Ruins of Tupholme Abbey
Location
Village: Tupholme
Order: Premonstratensian
History
Built from 1155 to 1165
Founder: Gilbert and Alan de Neville
Dissolved: 1536
Information
Owned by: Heritage Trust of Lincolnshire

Tupholme Abbey was a Premonstratensian abbey in Lincolnshire, sited close to the River Witham some ten and a half miles east of the county town, the City of Lincoln. Today the ruins are to be found off the B1190 between Bardney and Horncastle.[1]

The Witham valley in Lincolnshire is notable for its high concentration of monasteries: there were six on the east bank and three on the west, all presumably drawn to the area by the usefulness of the River Witham for transport and by the wealth (in wool) that it transported.[2] The abbey was largely destroyed by 1538, after being seized during Henry VIII's Dissolution of the Monasteries.

The abbey ruin is a Grade I listed structure.[3] It is maintained by Heritage Lincolnshire, and may be visited, free of charge, any day, from dawn until dusk.[4]

The Premonstratensian Order

The Order of Canons Regular of Prémontré, known as the 'Premonstratensians' or 'Norbertines', were a prominent monastic order founded in the twelfth century in France by Norbert of Xanten, who later became Archbishop of Magdeburg. In Great Britain and Ireland they were known asas the White Canons from the colour of their habit. The order's first house in England was Newsham Abbey (or Newhouse) Abbey, in Lincoln. There came to be nine Premonstratensian houses in Lincolnshire, Tupholm among them.

Tupholme Abbey was founded between 1155 and 1165 by Gilbert and Alan de Neville, upon which twelve canons were sent from Newsham Abbey.[4][5][6]

The original endowment of Tupholme Abbey embraced the demesne at Tupholme and other smaller parcels of land, along with the churches of Burreth, Middle Rasen, Market Stainton, Ranby, and Sturton.

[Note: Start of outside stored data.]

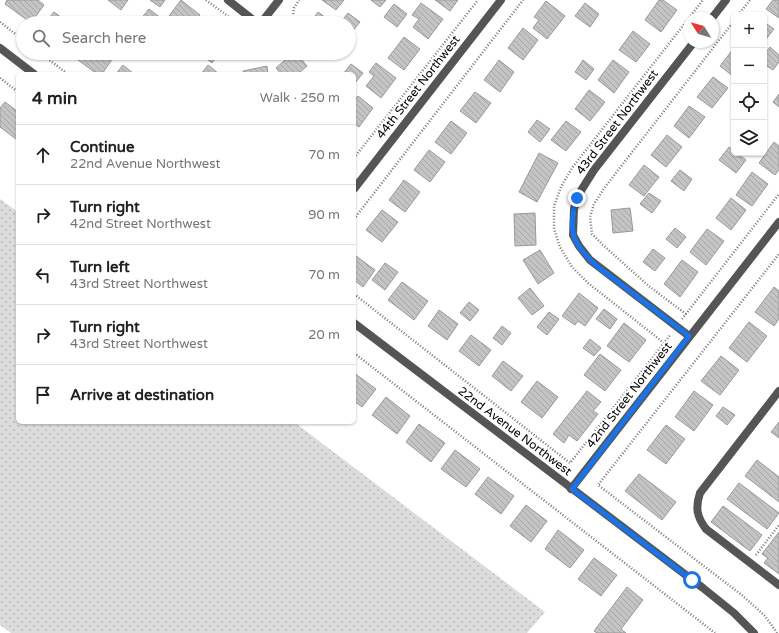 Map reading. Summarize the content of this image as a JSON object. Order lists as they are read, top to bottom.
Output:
{
  "streets": {
    "street": [
      "44th Street Northwest",
      "43rd Street Northwest",
      "42nd Street Northwest",
      "22nd Avenue Northwest"
    ]
  },
  "crossings": [
    ["43rd Street Northwest", "42nd Street Northwest"],
    ["42nd Street Northwest", "22nd Avenue Northwest"]
  ],
  "north": "top left",
  "page": {
    "map_buttons": ["+", "−"],
    "search": "Search here",
    "heading": ["4 min", "Walk · 250 m"],
    "list": [
      ["Continue", "22nd Avenue Northwest", "70 m"],
      ["Turn right", "42nd Street Northwest", "90 m"],
      ["Turn left", "43rd Street Northwest", "70 m"],
      ["Turn right", "43rd Street Northwest", "20 m"],
      "Arrive at destination"
    ]
  }
} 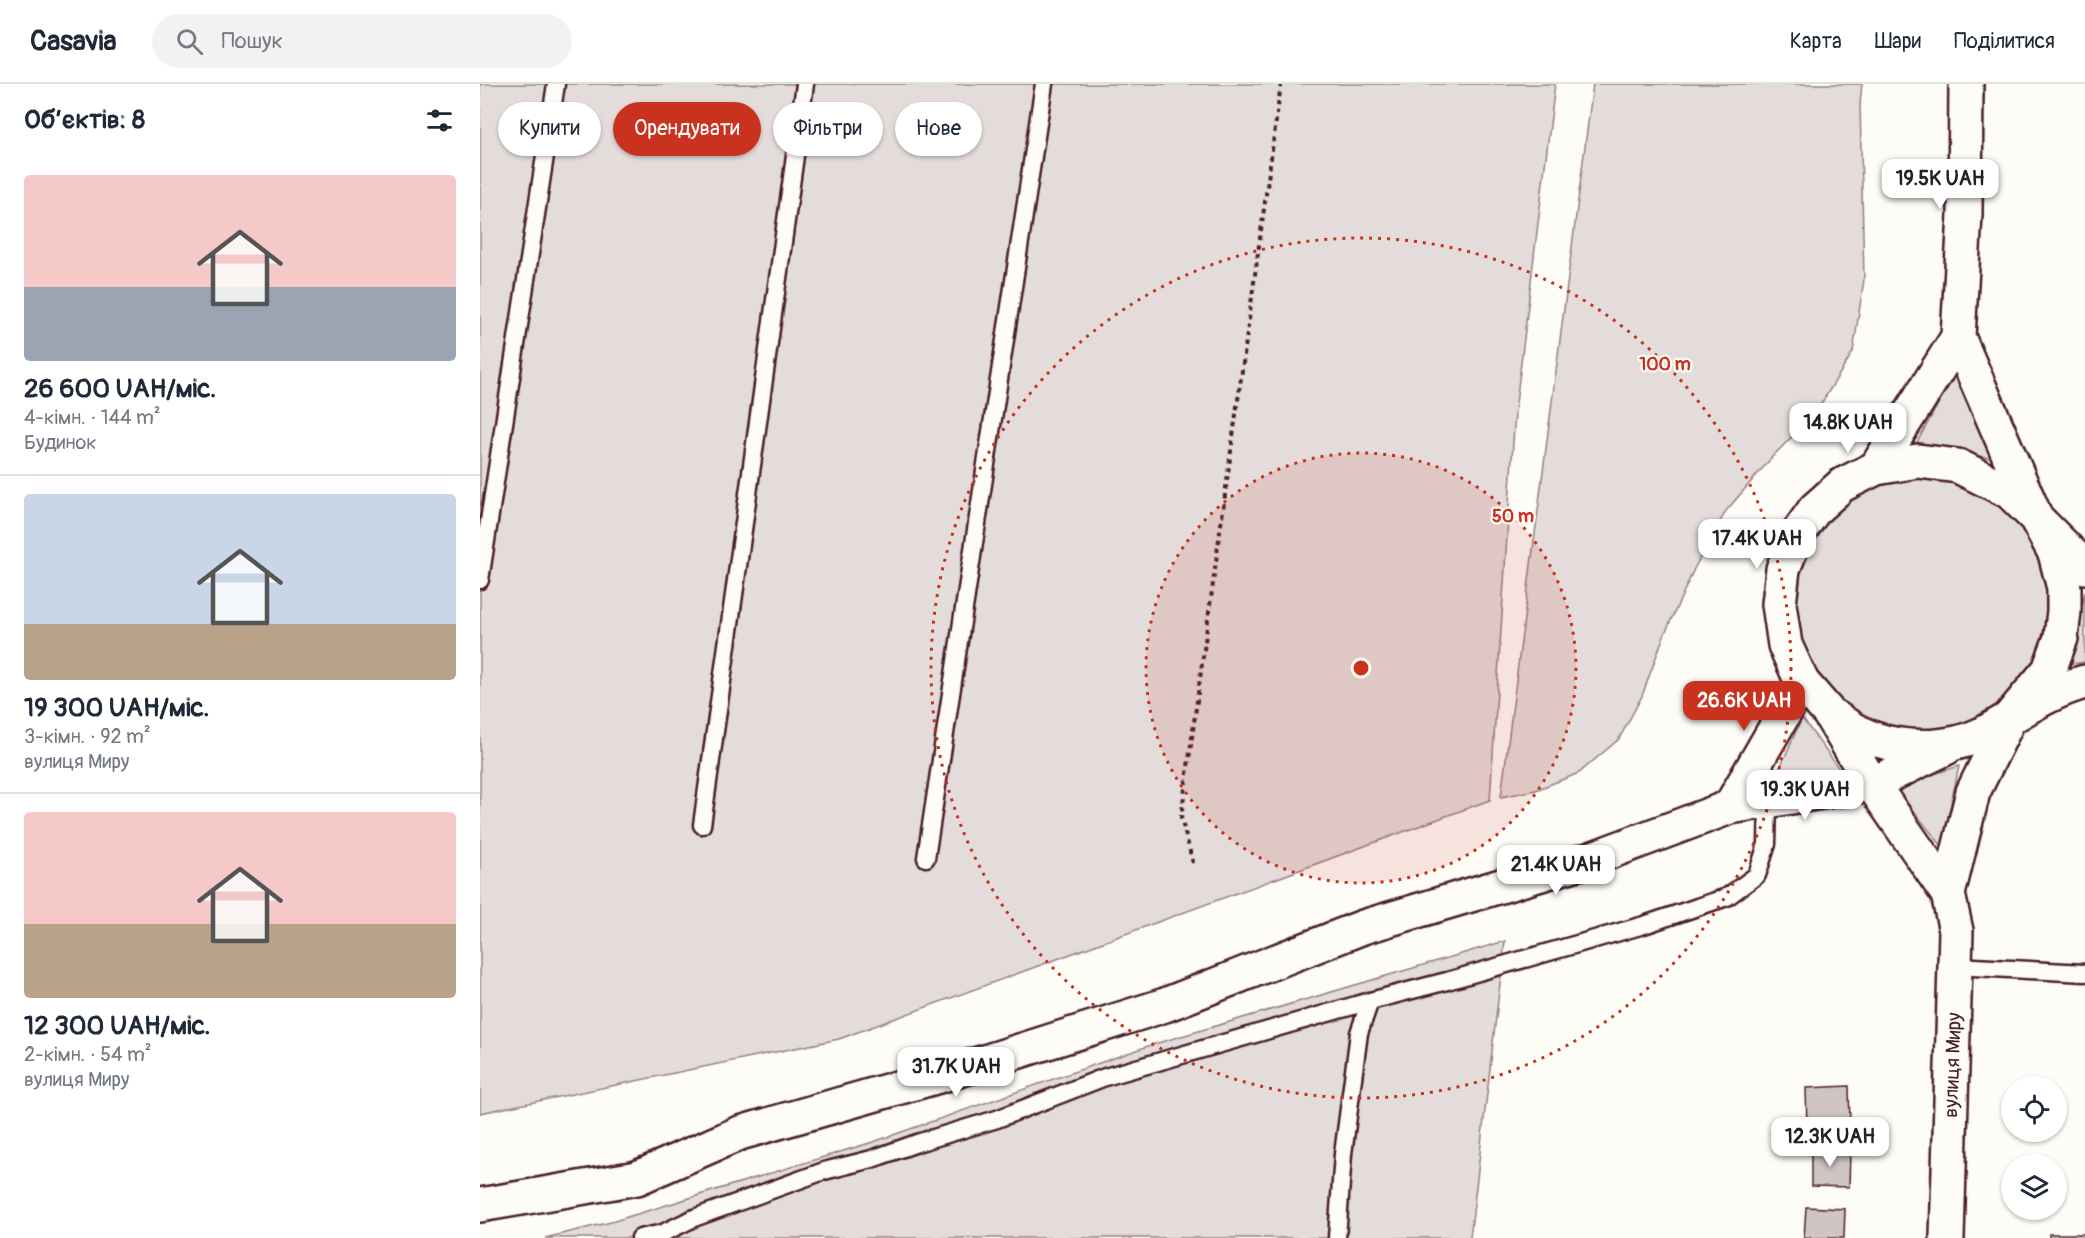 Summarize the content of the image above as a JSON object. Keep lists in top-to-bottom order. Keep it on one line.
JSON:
{"streets":{"street":["вулиця Миру"]},"page":{"header":"Casavia","search":"Пошук","nav":["Карта","Шари","Поділитися"],"heading":"Об’єктів: 8","chip":["Купити","Орендувати","Фільтри","Нове"],"list":[{"name":"26 600 UAH/міс.","note":"4-кімн. · 144 m² · Будинок"},{"name":"19 300 UAH/міс.","note":"3-кімн. · 92 m² · вулиця Миру"},{"name":"12 300 UAH/міс.","note":"2-кімн. · 54 m² · вулиця Миру"}],"price":["19.5K UAH","14.8K UAH","17.4K UAH","26.6K UAH","19.3K UAH","21.4K UAH","31.7K UAH","12.3K UAH"]},"rings":["100 m","50 m"]}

Later, in 1329, Henry, Earl of Lancaster (c. 1281-1345) granted the Lincolnshire manor of Burreth, and in 1342 Ralf de Neville donated that of Ranby.

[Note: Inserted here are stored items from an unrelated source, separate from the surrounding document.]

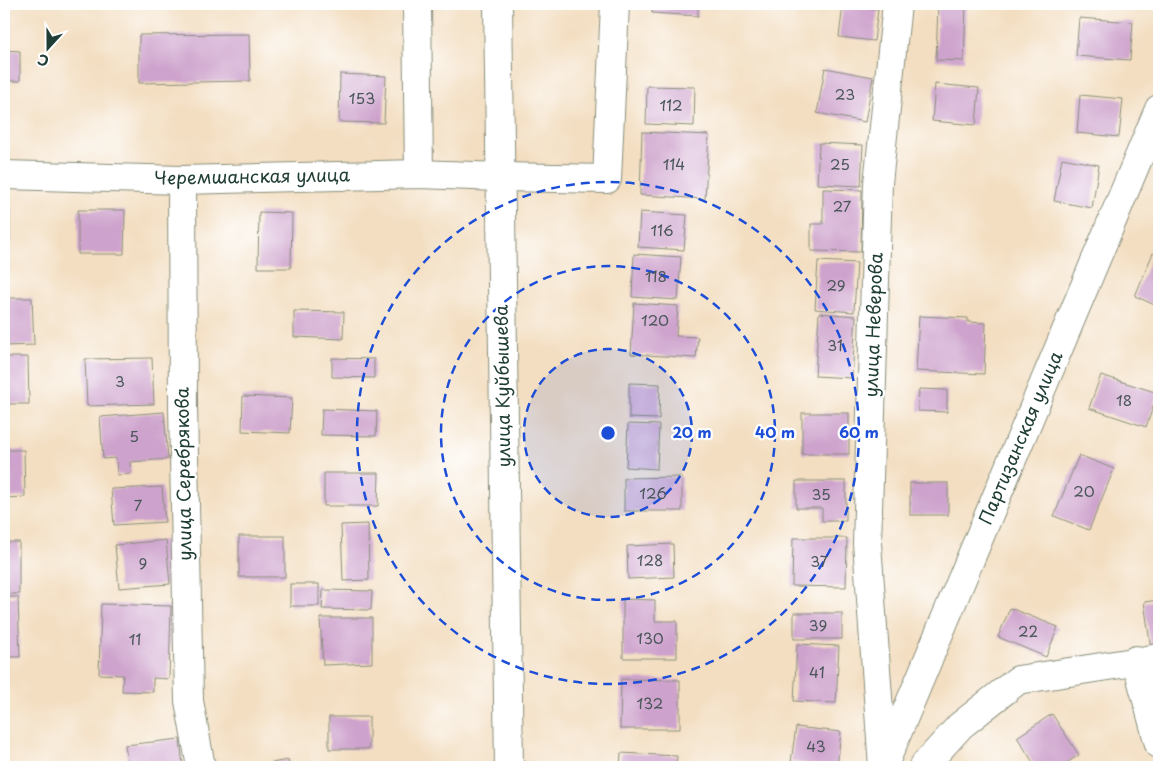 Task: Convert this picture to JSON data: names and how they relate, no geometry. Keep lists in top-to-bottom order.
{
  "streets": {
    "street": [
      "Черемшанская улица",
      "улица Неверова",
      "улица Куйбышева",
      "Партизанская улица",
      "улица Серебрякова"
    ]
  },
  "crossings": [
    ["Черемшанская улица", "улица Куйбышева"],
    ["Черемшанская улица", "улица Серебрякова"],
    ["улица Неверова", "Партизанская улица"]
  ],
  "house_numbers": [
    "23",
    "153",
    "112",
    "114",
    "25",
    "27",
    "116",
    "118",
    "29",
    "120",
    "31",
    "3",
    "18",
    "5",
    "20",
    "126",
    "35",
    "7",
    "128",
    "37",
    "9",
    "39",
    "22",
    "130",
    "11",
    "41",
    "132",
    "43"
  ],
  "north": "bottom",
  "rings": ["20 m", "40 m", "60 m"]
}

However, Tupholme was never a prosperous house. In 1347, when the abbey was heavily in debt, an enterprising abbot was accused of "forgery and counterfeiting of coin of the realm", allegedly using the proceeds to buy corn and wine, which he sold for a profit. Records of visitations in the later years of the abbey also show some misdemeanours: in 1497 Thomas Pynderwelle was banished to Croxton Abbey in Leicestershire as he was said to have become involved with a local woman called Philippa and fathered her child. In 1482 the behaviour of the canons had evidently been unruly, as they were forbidden to leave the precincts of the abbey without permission, or to sit up drinking after Compline (the last service of the day). The penalty for such misdeeds was to be three days on a bread and water diet.[4]

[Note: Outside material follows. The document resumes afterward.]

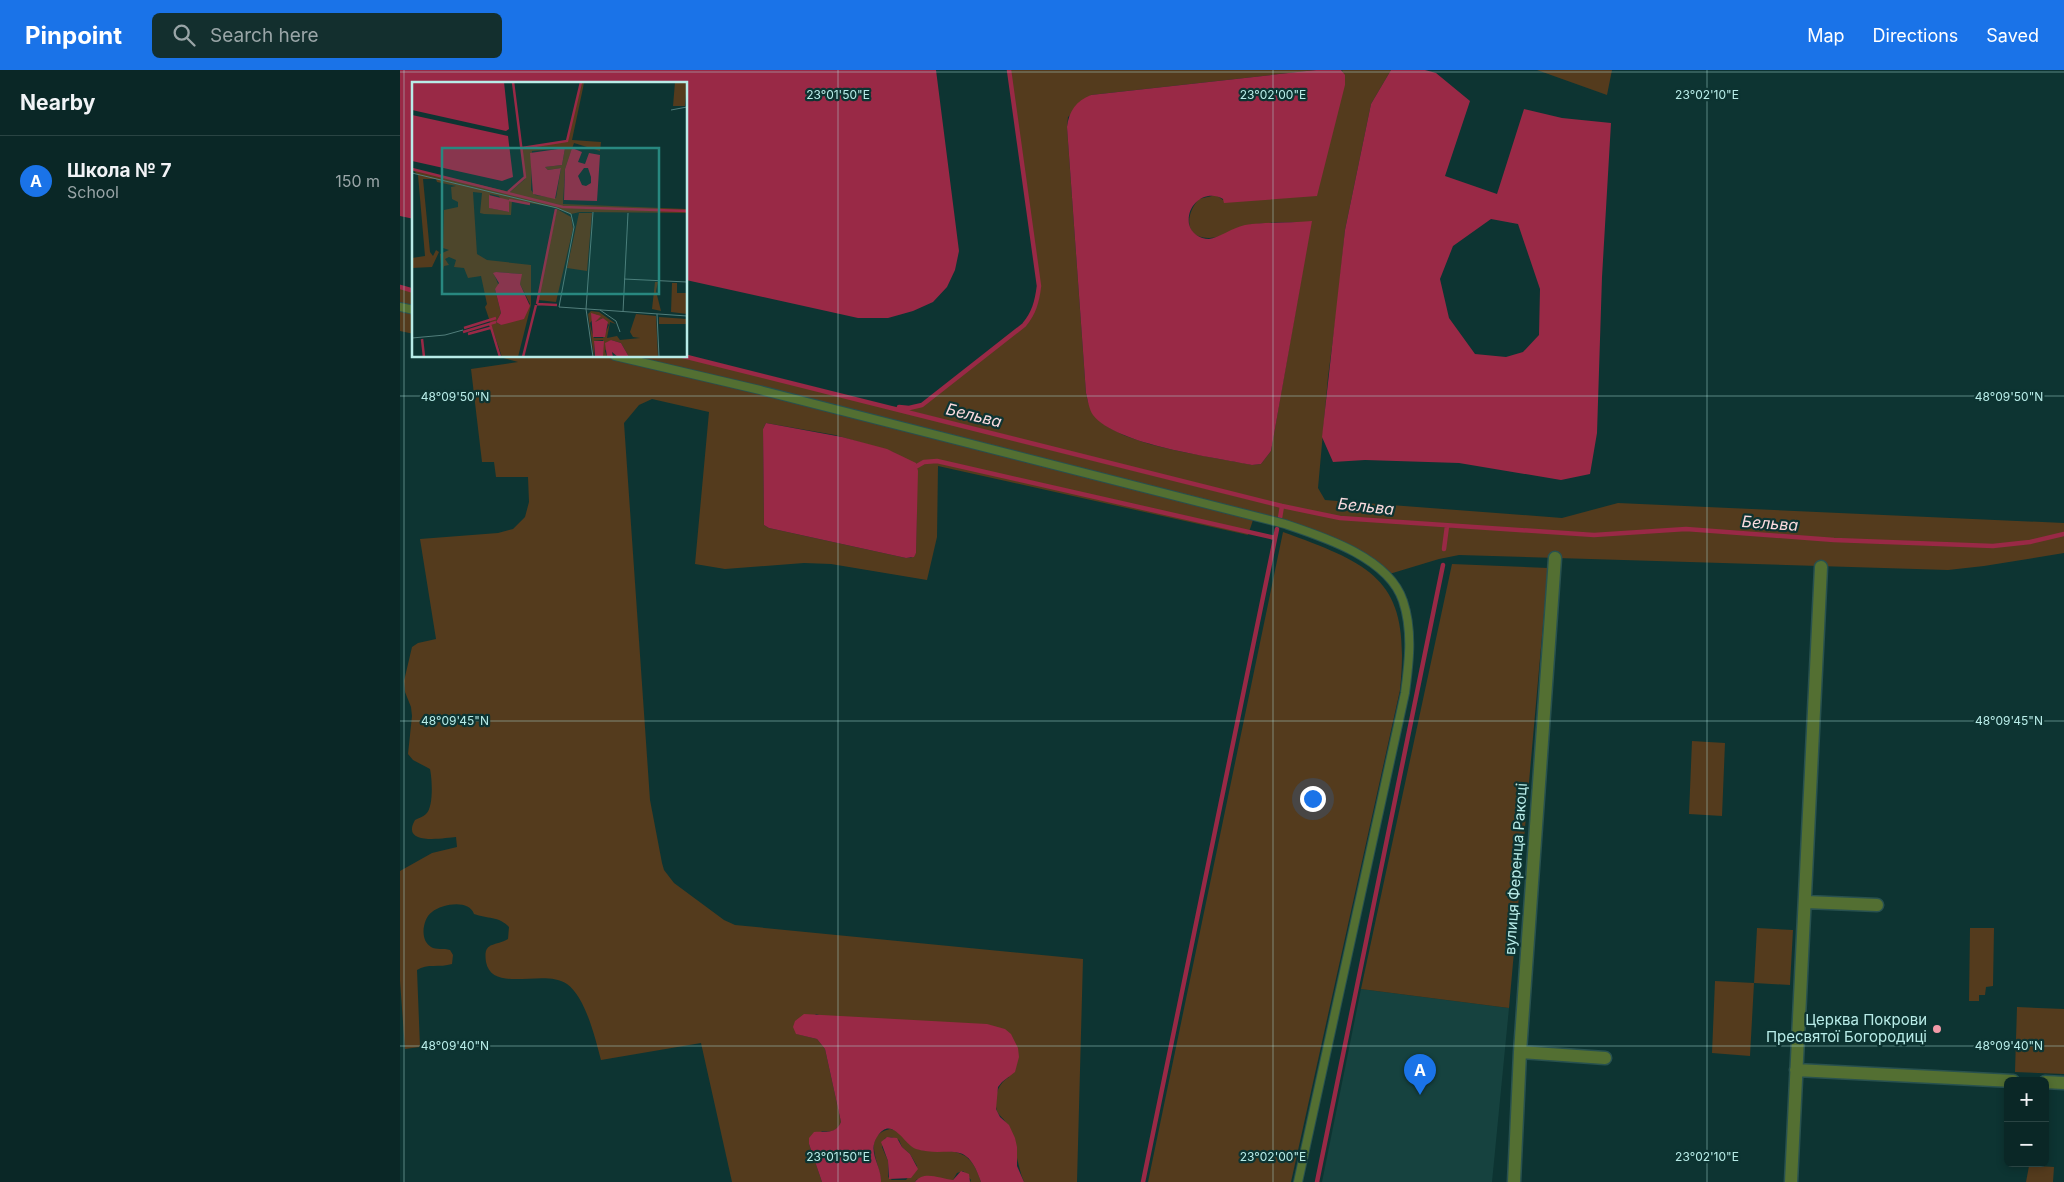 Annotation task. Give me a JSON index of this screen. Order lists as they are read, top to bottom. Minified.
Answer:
{"streets":{"street":["вулиця Ференца Ракоці"]},"water":["Бельва"],"places":["Церква Покрови Пресвятої Богородиці"],"page":{"header":"Pinpoint","search":"Search here","nav":["Map","Directions","Saved"],"heading":"Nearby","list":[{"mark":"A","name":"Школа № 7","note":"School","value":"150 m"}],"pins":"A","map_buttons":["+","−"]},"coordinates":["23°01'50\"E","23°02'00\"E","23°02'10\"E","48°09'50\"N","48°09'45\"N","48°09'40\"N"]}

Tupholme was suppressed in 1536, in the first wave of the Dissolution of the Monasteries. The last abbot, John Ancaster, was given a pension of £18 and eight other canons received £1 each.[6]

After dissolution

The site of the abbey, together with the church, bell tower and churchyard, was granted to Sir Thomas Heneage of Hainton, of a family prominent in the court of King Henry VIII.

It seems likely that the church was demolished at an early stage for building material. Heneage built a grand house, based on the monastic buildings, for his daughter Elizabeth and her husband William Willoughby, 1st Baron Willoughby of Parham. The new house was in the fashionable Tudor style and surrounded by a large Tudor formal garden, of which traces remain on the site.

The mansion passed through the Willoughby family until it was sold in 1661 by the then Lord Willoughby, onetime Governor of Barbados (after whom was named the brief and disastrous colony of Willoughbyland on the coast of South America).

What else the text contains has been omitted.